● To do
The lines below must be transcribed exactly as given, with the images removed.

● Collected data
=-=-=-=-=

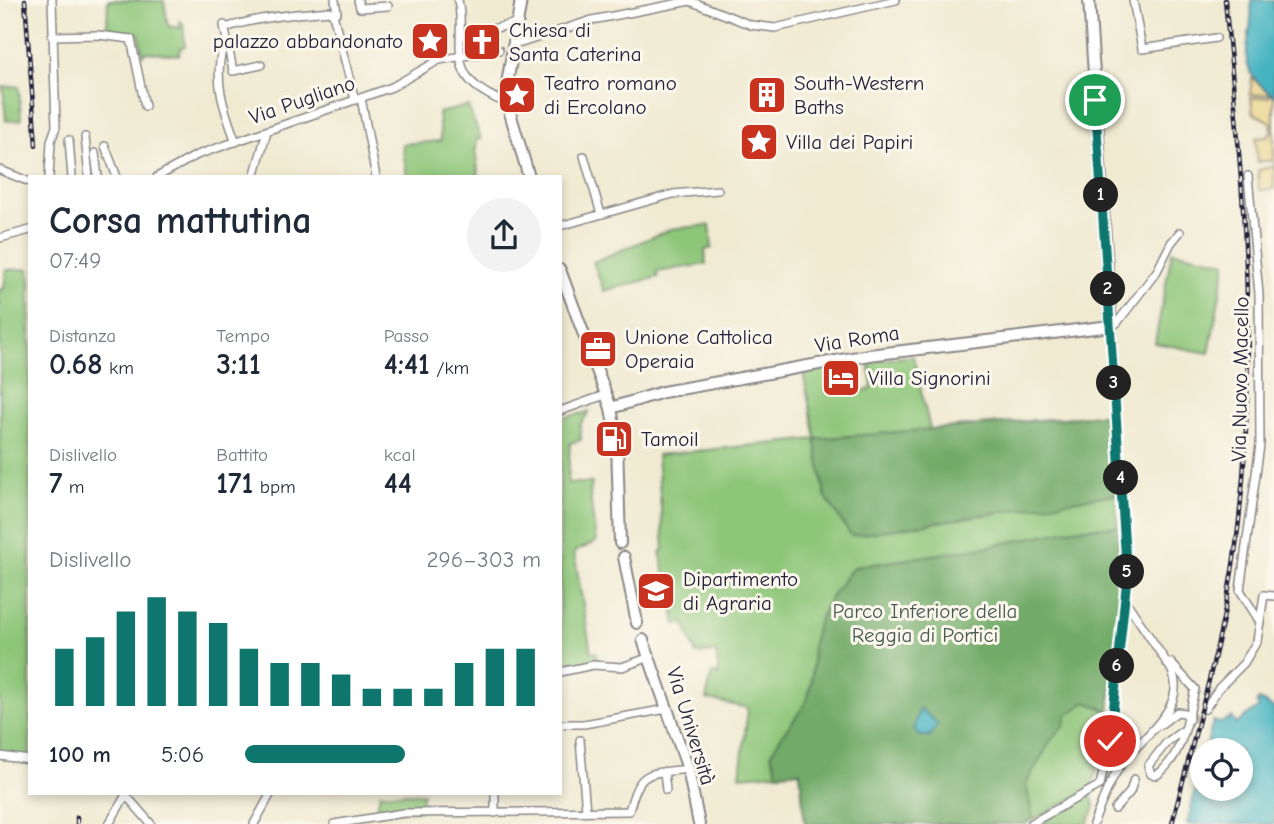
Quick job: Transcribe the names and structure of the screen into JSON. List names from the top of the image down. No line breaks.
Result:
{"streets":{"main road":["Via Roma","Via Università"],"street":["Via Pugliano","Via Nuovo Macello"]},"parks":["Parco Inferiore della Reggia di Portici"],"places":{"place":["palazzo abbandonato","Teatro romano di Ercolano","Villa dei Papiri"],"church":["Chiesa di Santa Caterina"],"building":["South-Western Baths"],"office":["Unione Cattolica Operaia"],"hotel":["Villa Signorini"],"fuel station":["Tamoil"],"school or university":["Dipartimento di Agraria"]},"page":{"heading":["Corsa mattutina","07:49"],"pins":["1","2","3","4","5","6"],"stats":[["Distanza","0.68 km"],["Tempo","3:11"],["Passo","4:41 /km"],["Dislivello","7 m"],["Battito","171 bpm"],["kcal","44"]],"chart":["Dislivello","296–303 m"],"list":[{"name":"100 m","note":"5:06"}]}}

=-=-=-=-=

● Answer space
Quick job: Transcribe the names and structure of the screen into JSON. List names from the top of the image down. No line breaks.
Result:
{"streets":{"main road":["Via Roma","Via Università"],"street":["Via Pugliano","Via Nuovo Macello"]},"parks":["Parco Inferiore della Reggia di Portici"],"places":{"place":["palazzo abbandonato","Teatro romano di Ercolano","Villa dei Papiri"],"church":["Chiesa di Santa Caterina"],"building":["South-Western Baths"],"office":["Unione Cattolica Operaia"],"hotel":["Villa Signorini"],"fuel station":["Tamoil"],"school or university":["Dipartimento di Agraria"]},"page":{"heading":["Corsa mattutina","07:49"],"pins":["1","2","3","4","5","6"],"stats":[["Distanza","0.68 km"],["Tempo","3:11"],["Passo","4:41 /km"],["Dislivello","7 m"],["Battito","171 bpm"],["kcal","44"]],"chart":["Dislivello","296–303 m"],"list":[{"name":"100 m","note":"5:06"}]}}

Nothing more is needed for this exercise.